• EXERCISE DIRECTIONS
Below are the records; restate all of them exactly.

• Records from a collection
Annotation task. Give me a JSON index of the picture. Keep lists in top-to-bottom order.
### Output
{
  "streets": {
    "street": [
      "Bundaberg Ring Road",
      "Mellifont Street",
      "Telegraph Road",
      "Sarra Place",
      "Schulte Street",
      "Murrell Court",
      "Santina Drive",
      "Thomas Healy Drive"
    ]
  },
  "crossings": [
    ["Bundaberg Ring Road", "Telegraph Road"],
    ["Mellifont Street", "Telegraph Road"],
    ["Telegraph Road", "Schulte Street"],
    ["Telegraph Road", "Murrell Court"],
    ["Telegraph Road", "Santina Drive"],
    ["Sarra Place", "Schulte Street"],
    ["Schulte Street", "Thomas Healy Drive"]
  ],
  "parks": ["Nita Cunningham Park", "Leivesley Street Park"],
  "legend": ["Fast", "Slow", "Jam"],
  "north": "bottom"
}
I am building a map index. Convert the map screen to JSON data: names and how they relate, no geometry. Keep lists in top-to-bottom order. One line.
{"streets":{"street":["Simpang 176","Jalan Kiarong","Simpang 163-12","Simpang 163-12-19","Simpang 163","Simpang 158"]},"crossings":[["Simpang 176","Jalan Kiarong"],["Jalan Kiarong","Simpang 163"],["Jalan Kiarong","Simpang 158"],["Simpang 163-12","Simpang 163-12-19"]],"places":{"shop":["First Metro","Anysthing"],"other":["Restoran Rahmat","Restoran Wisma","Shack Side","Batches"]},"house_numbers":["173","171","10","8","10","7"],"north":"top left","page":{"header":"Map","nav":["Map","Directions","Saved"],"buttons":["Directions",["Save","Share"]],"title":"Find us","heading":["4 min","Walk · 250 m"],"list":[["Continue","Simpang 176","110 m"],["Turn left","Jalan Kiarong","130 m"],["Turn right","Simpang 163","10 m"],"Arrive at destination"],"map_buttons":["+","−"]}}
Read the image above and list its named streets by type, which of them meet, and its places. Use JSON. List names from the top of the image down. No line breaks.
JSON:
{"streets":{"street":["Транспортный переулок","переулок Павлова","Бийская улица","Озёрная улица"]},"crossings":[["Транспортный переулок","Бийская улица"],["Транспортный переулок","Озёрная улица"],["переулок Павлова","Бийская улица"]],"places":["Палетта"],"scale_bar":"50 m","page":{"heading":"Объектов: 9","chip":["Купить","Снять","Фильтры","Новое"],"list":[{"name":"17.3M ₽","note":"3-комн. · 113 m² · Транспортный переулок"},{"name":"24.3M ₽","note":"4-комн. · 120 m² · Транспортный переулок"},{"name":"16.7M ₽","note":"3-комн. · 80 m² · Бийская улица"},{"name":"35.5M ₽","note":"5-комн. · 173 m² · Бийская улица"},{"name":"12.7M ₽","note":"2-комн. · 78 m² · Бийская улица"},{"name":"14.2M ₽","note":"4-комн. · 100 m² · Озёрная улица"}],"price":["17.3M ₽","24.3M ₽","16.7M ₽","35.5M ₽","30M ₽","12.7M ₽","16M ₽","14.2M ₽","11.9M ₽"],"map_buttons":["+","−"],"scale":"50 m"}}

• EXERCISE RESULT
Annotation task. Give me a JSON index of the picture. Keep lists in top-to-bottom order.
### Output
{
  "streets": {
    "street": [
      "Bundaberg Ring Road",
      "Mellifont Street",
      "Telegraph Road",
      "Sarra Place",
      "Schulte Street",
      "Murrell Court",
      "Santina Drive",
      "Thomas Healy Drive"
    ]
  },
  "crossings": [
    ["Bundaberg Ring Road", "Telegraph Road"],
    ["Mellifont Street", "Telegraph Road"],
    ["Telegraph Road", "Schulte Street"],
    ["Telegraph Road", "Murrell Court"],
    ["Telegraph Road", "Santina Drive"],
    ["Sarra Place", "Schulte Street"],
    ["Schulte Street", "Thomas Healy Drive"]
  ],
  "parks": ["Nita Cunningham Park", "Leivesley Street Park"],
  "legend": ["Fast", "Slow", "Jam"],
  "north": "bottom"
}
I am building a map index. Convert the map screen to JSON data: names and how they relate, no geometry. Keep lists in top-to-bottom order. One line.
{"streets":{"street":["Simpang 176","Jalan Kiarong","Simpang 163-12","Simpang 163-12-19","Simpang 163","Simpang 158"]},"crossings":[["Simpang 176","Jalan Kiarong"],["Jalan Kiarong","Simpang 163"],["Jalan Kiarong","Simpang 158"],["Simpang 163-12","Simpang 163-12-19"]],"places":{"shop":["First Metro","Anysthing"],"other":["Restoran Rahmat","Restoran Wisma","Shack Side","Batches"]},"house_numbers":["173","171","10","8","10","7"],"north":"top left","page":{"header":"Map","nav":["Map","Directions","Saved"],"buttons":["Directions",["Save","Share"]],"title":"Find us","heading":["4 min","Walk · 250 m"],"list":[["Continue","Simpang 176","110 m"],["Turn left","Jalan Kiarong","130 m"],["Turn right","Simpang 163","10 m"],"Arrive at destination"],"map_buttons":["+","−"]}}
Read the image above and list its named streets by type, which of them meet, and its places. Use JSON. List names from the top of the image down. No line breaks.
JSON:
{"streets":{"street":["Транспортный переулок","переулок Павлова","Бийская улица","Озёрная улица"]},"crossings":[["Транспортный переулок","Бийская улица"],["Транспортный переулок","Озёрная улица"],["переулок Павлова","Бийская улица"]],"places":["Палетта"],"scale_bar":"50 m","page":{"heading":"Объектов: 9","chip":["Купить","Снять","Фильтры","Новое"],"list":[{"name":"17.3M ₽","note":"3-комн. · 113 m² · Транспортный переулок"},{"name":"24.3M ₽","note":"4-комн. · 120 m² · Транспортный переулок"},{"name":"16.7M ₽","note":"3-комн. · 80 m² · Бийская улица"},{"name":"35.5M ₽","note":"5-комн. · 173 m² · Бийская улица"},{"name":"12.7M ₽","note":"2-комн. · 78 m² · Бийская улица"},{"name":"14.2M ₽","note":"4-комн. · 100 m² · Озёрная улица"}],"price":["17.3M ₽","24.3M ₽","16.7M ₽","35.5M ₽","30M ₽","12.7M ₽","16M ₽","14.2M ₽","11.9M ₽"],"map_buttons":["+","−"],"scale":"50 m"}}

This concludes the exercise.